* EXERCISE AIM
Provide only the number of lines in the records below that include "labels".

Saved entries
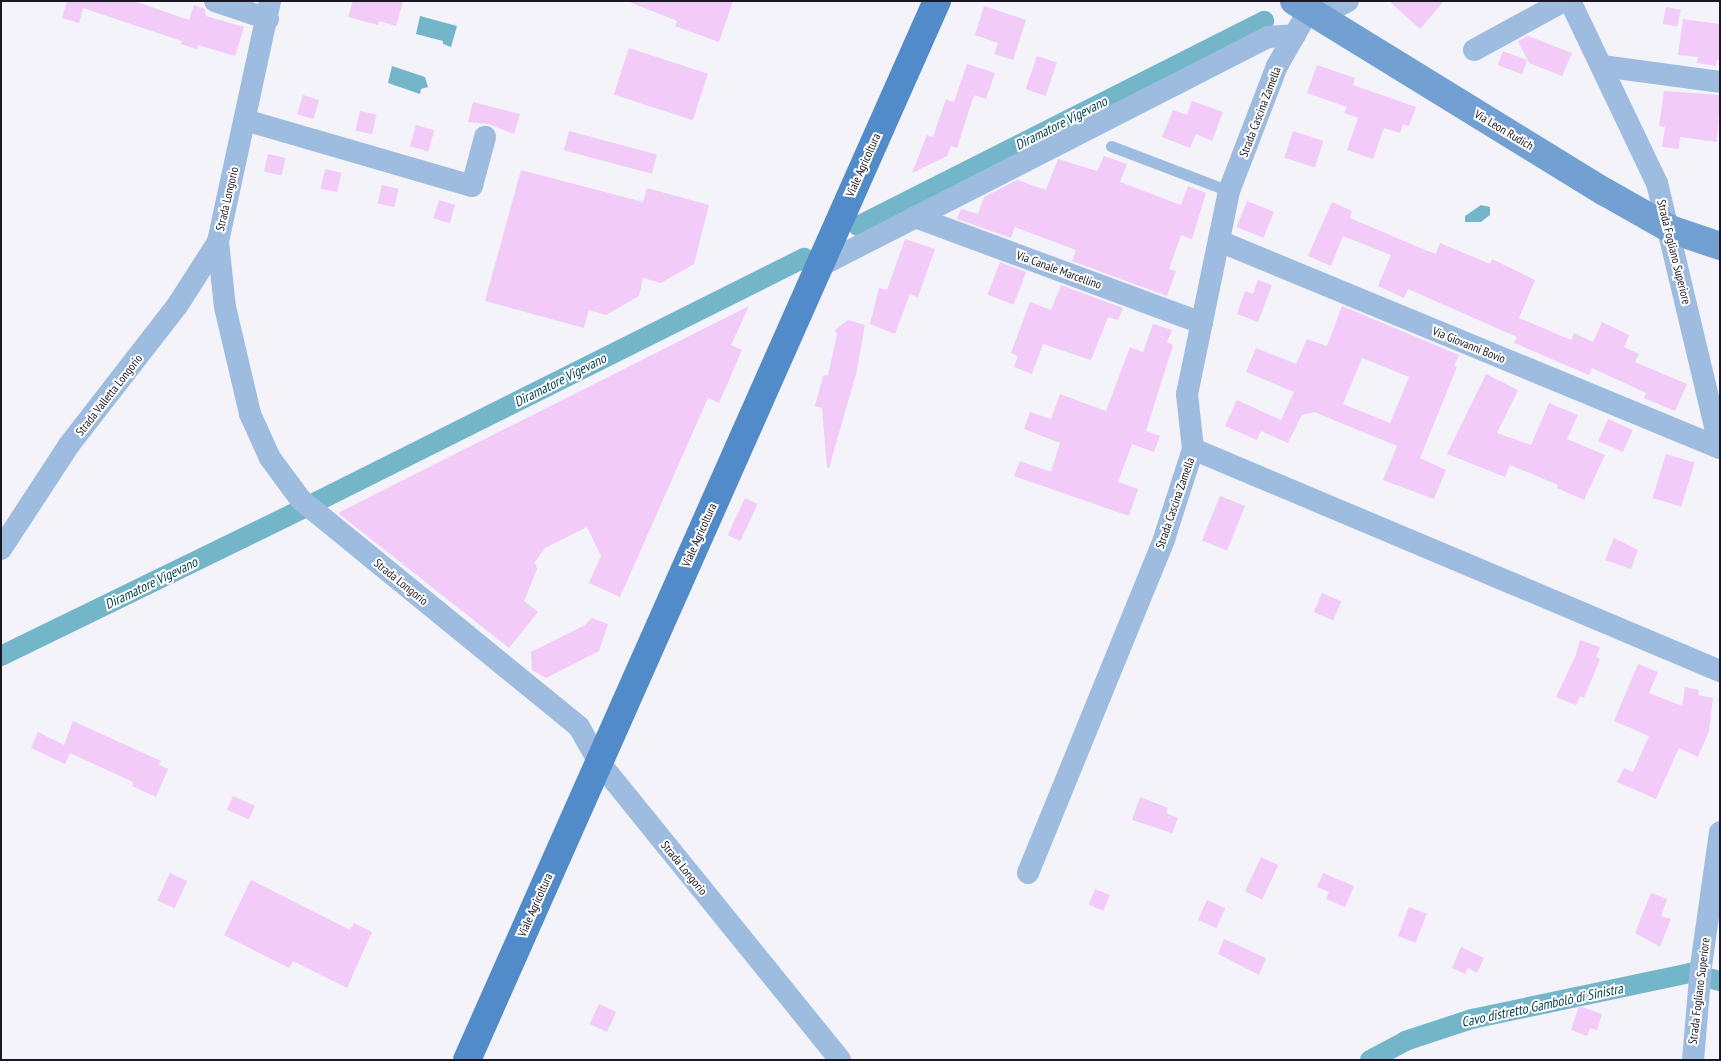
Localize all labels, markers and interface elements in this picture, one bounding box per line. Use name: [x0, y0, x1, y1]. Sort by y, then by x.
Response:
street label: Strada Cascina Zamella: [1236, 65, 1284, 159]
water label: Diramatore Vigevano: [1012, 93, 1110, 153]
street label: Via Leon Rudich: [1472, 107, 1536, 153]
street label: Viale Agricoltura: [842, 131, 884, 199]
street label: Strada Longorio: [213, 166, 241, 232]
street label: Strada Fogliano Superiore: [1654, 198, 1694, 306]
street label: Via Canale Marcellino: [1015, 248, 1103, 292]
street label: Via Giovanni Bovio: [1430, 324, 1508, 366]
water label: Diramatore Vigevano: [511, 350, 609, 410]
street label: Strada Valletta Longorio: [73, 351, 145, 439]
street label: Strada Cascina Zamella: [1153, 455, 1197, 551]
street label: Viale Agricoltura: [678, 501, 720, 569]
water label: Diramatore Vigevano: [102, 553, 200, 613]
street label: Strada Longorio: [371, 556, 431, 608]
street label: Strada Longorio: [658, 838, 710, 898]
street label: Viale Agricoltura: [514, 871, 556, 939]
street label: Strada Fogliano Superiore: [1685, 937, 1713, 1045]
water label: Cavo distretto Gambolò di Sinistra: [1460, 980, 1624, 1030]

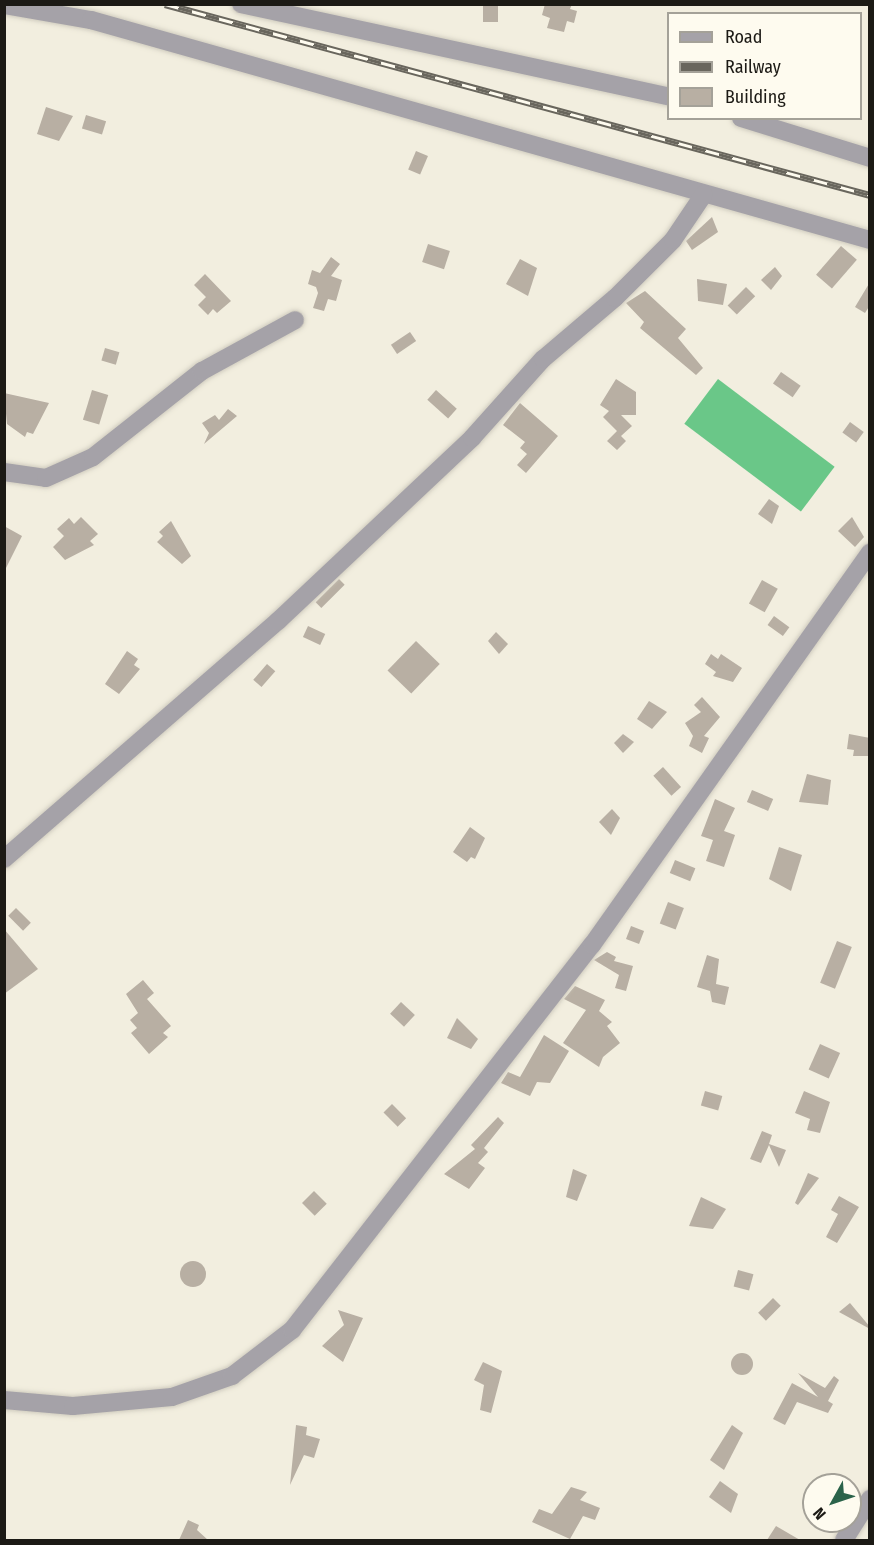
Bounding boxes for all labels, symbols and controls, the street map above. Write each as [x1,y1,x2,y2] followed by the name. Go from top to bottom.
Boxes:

* TASK SOLUTION
2